▼

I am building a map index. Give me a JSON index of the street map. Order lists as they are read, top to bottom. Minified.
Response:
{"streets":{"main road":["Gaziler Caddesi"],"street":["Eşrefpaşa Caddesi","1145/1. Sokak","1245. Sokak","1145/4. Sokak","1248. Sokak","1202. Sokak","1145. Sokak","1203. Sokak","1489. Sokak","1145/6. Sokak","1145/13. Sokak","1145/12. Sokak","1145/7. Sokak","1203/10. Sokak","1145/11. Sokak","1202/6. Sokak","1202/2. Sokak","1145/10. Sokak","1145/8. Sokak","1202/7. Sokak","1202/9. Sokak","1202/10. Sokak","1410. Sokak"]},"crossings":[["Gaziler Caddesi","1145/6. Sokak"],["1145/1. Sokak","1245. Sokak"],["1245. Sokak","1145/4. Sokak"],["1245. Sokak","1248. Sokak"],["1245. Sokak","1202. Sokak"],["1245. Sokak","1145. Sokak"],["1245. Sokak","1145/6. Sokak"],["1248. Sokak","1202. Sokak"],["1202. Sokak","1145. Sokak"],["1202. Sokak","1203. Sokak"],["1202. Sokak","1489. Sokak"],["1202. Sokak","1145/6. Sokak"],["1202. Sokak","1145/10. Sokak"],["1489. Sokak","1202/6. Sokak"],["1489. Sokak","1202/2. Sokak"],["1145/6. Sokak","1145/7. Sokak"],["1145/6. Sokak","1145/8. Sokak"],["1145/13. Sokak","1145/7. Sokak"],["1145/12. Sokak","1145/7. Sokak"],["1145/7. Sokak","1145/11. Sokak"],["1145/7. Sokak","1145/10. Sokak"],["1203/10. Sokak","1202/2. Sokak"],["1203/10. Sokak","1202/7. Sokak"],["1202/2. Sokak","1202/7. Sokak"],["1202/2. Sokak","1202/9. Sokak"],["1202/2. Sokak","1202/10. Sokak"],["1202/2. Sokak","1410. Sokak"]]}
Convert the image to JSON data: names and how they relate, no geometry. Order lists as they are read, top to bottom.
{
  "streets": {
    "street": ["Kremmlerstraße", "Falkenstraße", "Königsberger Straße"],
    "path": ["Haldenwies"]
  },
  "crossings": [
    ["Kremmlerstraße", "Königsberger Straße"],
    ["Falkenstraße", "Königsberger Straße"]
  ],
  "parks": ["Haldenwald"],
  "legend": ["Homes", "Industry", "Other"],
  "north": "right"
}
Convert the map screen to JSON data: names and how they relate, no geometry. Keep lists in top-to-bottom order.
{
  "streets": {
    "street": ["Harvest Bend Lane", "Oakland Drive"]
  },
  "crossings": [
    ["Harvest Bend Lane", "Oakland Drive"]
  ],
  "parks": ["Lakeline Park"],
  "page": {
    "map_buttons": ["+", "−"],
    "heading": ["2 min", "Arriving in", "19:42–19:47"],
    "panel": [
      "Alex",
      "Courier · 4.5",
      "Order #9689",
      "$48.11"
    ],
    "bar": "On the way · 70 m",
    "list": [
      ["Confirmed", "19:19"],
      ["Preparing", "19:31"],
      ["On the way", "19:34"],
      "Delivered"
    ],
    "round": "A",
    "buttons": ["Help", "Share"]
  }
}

▲

(YOUR ASSIGNMENT):
Write the line containing "Convert the image" and all the lines after it out again, word for word, through the end of the material, and nothing besides.

(RESPONSE):
Convert the image to JSON data: names and how they relate, no geometry. Order lists as they are read, top to bottom.
{
  "streets": {
    "street": ["Kremmlerstraße", "Falkenstraße", "Königsberger Straße"],
    "path": ["Haldenwies"]
  },
  "crossings": [
    ["Kremmlerstraße", "Königsberger Straße"],
    ["Falkenstraße", "Königsberger Straße"]
  ],
  "parks": ["Haldenwald"],
  "legend": ["Homes", "Industry", "Other"],
  "north": "right"
}
Convert the map screen to JSON data: names and how they relate, no geometry. Keep lists in top-to-bottom order.
{
  "streets": {
    "street": ["Harvest Bend Lane", "Oakland Drive"]
  },
  "crossings": [
    ["Harvest Bend Lane", "Oakland Drive"]
  ],
  "parks": ["Lakeline Park"],
  "page": {
    "map_buttons": ["+", "−"],
    "heading": ["2 min", "Arriving in", "19:42–19:47"],
    "panel": [
      "Alex",
      "Courier · 4.5",
      "Order #9689",
      "$48.11"
    ],
    "bar": "On the way · 70 m",
    "list": [
      ["Confirmed", "19:19"],
      ["Preparing", "19:31"],
      ["On the way", "19:34"],
      "Delivered"
    ],
    "round": "A",
    "buttons": ["Help", "Share"]
  }
}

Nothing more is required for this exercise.